I ran Streamline on the SimpleTriangle example from Mali OpenGL ES SDK for Android v1.6.0. Basically, each frame it renders a triangle, that covers half of the frame. It renders to the default framebuffer. What I observe is, that most of the time is spent not vertex/fragment processing. What is actually the GPU/driver doing during this time? Note that I don't mean the time between frames, but the time between vertex and fragment processing.
I have tried this example on two platforms, one with Mali-400 and the other with Mali-450. Both give the same result.

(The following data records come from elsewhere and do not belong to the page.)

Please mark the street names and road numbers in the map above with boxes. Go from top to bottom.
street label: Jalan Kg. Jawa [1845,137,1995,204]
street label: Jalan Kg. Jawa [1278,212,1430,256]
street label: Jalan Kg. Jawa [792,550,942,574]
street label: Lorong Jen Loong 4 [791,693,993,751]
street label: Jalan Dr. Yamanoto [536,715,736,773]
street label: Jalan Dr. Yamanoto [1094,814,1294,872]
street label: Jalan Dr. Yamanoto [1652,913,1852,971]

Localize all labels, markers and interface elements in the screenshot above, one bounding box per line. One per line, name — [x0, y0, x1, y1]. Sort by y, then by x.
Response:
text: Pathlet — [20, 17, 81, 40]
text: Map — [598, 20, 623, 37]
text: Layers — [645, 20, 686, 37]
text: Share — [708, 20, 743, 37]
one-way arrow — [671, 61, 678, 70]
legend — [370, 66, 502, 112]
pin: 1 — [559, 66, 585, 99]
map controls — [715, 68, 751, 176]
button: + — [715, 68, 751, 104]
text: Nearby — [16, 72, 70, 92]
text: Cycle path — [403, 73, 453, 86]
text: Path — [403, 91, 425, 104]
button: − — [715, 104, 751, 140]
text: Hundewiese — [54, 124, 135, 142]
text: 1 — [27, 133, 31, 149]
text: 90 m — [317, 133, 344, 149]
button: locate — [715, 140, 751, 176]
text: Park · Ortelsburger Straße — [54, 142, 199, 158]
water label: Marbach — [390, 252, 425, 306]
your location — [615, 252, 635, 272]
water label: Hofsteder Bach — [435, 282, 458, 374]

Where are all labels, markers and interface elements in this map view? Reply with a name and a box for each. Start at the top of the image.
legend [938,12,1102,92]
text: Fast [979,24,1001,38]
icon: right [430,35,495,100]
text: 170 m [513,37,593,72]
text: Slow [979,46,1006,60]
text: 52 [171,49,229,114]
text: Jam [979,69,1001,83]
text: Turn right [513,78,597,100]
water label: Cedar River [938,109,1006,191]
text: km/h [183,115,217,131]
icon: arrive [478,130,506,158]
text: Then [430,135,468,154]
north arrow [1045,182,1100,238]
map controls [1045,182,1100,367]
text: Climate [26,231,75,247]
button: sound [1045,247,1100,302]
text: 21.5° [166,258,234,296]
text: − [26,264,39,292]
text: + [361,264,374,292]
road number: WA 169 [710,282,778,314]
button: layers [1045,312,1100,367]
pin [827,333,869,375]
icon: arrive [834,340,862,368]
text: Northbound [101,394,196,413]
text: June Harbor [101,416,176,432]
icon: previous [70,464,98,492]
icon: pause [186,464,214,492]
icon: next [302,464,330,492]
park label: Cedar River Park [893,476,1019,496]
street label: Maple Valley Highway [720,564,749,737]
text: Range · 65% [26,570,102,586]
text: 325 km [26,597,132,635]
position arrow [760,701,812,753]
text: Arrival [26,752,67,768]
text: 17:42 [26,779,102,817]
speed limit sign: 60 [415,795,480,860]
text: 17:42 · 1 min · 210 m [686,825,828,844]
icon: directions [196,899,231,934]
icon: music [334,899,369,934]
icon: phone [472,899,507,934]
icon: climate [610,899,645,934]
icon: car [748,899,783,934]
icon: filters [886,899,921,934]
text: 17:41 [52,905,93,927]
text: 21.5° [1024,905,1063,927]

Below is an illustration of the behavior when rendering a single frame. As you can see, the middle part is a significant portion of the processing of the frame.
Below is a trace of the OpenGL API calls for a single frame.
glClearColor(red=0.0, green=0.0, blue=0.0, alpha=1.0)
glClear(mask=GL_DEPTH_BUFFER_BIT|GL_COLOR_BUFFER_BIT)
glUseProgram(program=3)
glVertexAttribPointer(index=0, size=2, type=GL_FLOAT, normalized=GL_FALSE, stride=0, pointer=0x776e3af0)
glEnableVertexAttribArray(index=0)
glDrawArrays(mode=GL_TRIANGLES, first=0, count=3)
eglSwapBuffers(dpy=0x1, surface=0x77474988)
I have the export command grayed out. Probably, because it is a community edition. I am sending you the apc directory.